Standardize each band using z-score scaling: `(x - mean) / std`.

In [None]:
# Initialize array for standardized data
standardized_data = np.zeros_like(raster_data, dtype=np.float32)

# Standardize each band
for band in range(raster_data.shape[0]):
    band_data = raster_data[band]
    band_mean = np.mean(band_data)
    band_std = np.std(band_data)
    standardized_data[band] = (band_data - band_mean) / (band_std + 1e-10)  # Avoid division by zero

# Visualize first standardized band
plt.figure(figsize=(8, 8))
plt.imshow(standardized_data[0], cmap='viridis')
plt.colorbar(label='Z-Score')
plt.title('Z-Score Standardized First Band')
plt.xlabel('Column')
plt.ylabel('Row')
plt.show()

## Step 4: Save Normalized and Standardized Rasters

Save the normalized and standardized rasters to new GeoTIFF files.

In [None]:
# Update profile for float32 output
output_profile = profile.copy()
output_profile.update(dtype=rasterio.float32)

# Save normalized raster
with rasterio.open('normalized_raster.tif', 'w', **output_profile) as dst:
    dst.write(normalized_data.astype(rasterio.float32))

# Save standardized raster
with rasterio.open('standardized_raster.tif', 'w', **output_profile) as dst:
    dst.write(standardized_data.astype(rasterio.float32))

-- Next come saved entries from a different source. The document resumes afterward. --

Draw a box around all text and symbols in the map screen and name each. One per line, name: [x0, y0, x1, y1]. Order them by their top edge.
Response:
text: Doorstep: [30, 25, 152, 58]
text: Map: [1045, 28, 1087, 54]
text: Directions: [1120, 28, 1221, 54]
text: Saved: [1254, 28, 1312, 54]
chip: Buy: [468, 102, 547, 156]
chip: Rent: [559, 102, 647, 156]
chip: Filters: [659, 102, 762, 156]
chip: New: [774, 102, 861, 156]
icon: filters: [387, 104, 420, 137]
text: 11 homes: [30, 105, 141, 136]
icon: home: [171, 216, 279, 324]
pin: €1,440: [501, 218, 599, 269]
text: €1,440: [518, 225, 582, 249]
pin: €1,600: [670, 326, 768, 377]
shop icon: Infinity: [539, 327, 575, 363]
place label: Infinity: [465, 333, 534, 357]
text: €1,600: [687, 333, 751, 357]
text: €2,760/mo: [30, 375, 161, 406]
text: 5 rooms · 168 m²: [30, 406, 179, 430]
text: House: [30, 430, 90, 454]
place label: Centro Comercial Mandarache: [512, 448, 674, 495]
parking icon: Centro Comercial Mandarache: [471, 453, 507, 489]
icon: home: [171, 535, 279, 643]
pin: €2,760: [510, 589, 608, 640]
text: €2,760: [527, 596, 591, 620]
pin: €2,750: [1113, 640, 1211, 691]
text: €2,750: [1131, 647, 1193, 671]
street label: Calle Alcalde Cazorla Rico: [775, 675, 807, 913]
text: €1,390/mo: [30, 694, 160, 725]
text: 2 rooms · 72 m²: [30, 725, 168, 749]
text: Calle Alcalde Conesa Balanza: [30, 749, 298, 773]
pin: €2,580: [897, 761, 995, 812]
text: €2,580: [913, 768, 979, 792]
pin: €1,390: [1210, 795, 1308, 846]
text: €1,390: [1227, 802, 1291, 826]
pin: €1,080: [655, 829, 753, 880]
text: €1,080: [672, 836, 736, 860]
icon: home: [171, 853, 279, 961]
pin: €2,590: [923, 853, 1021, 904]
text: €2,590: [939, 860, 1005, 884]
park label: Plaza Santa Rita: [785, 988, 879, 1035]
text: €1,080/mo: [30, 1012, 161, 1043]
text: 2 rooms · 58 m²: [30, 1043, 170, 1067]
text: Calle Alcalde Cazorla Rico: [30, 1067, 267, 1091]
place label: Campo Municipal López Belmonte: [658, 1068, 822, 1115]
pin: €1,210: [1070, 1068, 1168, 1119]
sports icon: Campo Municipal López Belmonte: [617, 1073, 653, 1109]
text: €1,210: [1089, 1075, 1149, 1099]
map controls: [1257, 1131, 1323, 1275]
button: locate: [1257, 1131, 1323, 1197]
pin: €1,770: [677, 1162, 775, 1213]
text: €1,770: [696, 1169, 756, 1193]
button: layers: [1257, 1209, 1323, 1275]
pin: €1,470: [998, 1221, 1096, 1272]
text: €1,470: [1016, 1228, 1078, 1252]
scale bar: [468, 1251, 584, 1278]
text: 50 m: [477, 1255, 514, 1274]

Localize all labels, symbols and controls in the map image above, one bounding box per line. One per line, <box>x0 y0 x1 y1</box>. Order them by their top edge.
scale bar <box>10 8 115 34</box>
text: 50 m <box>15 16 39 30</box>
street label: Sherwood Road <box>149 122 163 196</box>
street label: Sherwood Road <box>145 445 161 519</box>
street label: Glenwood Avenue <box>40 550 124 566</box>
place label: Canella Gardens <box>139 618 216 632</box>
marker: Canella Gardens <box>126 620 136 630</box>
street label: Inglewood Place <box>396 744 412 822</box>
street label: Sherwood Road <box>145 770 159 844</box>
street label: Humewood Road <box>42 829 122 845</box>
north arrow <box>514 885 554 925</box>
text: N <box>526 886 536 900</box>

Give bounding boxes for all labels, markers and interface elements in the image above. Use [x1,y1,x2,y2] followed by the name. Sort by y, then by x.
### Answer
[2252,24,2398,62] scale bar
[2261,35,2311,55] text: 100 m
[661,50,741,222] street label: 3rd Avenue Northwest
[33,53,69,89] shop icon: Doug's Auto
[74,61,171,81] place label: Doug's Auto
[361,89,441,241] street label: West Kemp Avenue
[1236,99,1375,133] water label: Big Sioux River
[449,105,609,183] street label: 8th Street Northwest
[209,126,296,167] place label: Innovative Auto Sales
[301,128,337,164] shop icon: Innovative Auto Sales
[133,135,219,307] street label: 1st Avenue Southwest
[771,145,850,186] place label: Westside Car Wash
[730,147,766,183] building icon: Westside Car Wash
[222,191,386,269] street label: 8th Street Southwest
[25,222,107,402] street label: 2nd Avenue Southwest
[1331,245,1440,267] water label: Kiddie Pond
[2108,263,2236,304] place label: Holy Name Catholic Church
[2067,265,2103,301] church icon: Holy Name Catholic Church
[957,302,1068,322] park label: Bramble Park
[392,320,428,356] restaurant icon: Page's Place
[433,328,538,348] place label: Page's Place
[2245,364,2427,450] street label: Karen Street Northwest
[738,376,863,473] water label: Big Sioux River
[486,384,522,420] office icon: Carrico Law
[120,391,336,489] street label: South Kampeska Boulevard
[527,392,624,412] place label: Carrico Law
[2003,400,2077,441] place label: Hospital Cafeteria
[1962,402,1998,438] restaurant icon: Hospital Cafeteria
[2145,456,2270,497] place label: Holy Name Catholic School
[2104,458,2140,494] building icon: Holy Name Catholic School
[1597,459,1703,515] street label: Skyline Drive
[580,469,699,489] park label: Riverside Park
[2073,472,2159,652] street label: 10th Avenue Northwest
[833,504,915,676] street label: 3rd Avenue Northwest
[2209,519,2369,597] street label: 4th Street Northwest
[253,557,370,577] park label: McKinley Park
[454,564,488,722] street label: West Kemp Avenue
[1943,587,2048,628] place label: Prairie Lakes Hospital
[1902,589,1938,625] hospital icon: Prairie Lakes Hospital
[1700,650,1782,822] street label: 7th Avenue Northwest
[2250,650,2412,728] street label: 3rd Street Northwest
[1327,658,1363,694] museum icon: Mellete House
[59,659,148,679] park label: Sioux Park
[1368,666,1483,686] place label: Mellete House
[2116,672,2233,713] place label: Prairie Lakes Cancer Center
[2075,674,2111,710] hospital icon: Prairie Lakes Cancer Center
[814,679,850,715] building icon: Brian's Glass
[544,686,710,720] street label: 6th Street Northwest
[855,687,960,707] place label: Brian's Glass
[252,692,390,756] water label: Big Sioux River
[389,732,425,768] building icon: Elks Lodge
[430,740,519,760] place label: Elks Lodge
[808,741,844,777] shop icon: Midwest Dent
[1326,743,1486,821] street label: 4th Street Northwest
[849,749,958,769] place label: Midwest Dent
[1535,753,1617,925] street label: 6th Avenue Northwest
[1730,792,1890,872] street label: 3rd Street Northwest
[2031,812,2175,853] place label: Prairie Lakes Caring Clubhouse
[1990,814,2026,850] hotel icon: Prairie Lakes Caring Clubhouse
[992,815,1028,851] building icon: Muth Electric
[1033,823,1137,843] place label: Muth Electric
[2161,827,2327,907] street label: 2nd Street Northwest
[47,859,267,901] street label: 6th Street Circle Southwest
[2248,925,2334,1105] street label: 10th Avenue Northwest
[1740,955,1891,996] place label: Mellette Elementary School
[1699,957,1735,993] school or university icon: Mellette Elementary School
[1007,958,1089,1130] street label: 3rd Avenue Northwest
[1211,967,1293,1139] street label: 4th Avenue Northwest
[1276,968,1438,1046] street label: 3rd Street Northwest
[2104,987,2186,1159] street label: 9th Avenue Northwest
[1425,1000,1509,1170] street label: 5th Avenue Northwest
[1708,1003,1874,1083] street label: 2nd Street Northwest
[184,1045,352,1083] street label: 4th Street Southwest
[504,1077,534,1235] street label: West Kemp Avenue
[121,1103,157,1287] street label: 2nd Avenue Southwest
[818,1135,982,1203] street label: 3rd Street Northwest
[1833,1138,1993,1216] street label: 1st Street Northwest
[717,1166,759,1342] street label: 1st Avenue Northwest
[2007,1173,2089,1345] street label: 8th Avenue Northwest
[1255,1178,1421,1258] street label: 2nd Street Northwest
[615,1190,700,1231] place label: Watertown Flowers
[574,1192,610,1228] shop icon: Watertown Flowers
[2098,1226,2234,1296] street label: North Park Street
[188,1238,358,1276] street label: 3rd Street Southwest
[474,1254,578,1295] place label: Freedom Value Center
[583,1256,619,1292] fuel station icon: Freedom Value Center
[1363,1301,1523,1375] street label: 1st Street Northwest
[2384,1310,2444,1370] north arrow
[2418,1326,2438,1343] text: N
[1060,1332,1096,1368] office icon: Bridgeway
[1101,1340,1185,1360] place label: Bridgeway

print('Normalized raster saved to: normalized_raster.tif')
print('Standardized raster saved to: standardized_raster.tif')

## Next Steps

- Replace `sample.tif` with your own raster file.
- Experiment with different scaling ranges (e.g., [0, 255] for visualization).
- Apply normalization to specific bands or derived indices (e.g., NDVI).
- Proceed to the next notebook (`12_classification_rf_svm.ipynb`) for machine learning classification.

## Notes
- Use `masked=True` to handle no-data values during calculations.
- Min-max normalization is suitable for visualization, while z-score is better for ML.
- See `docs/installation.md` for troubleshooting library installation.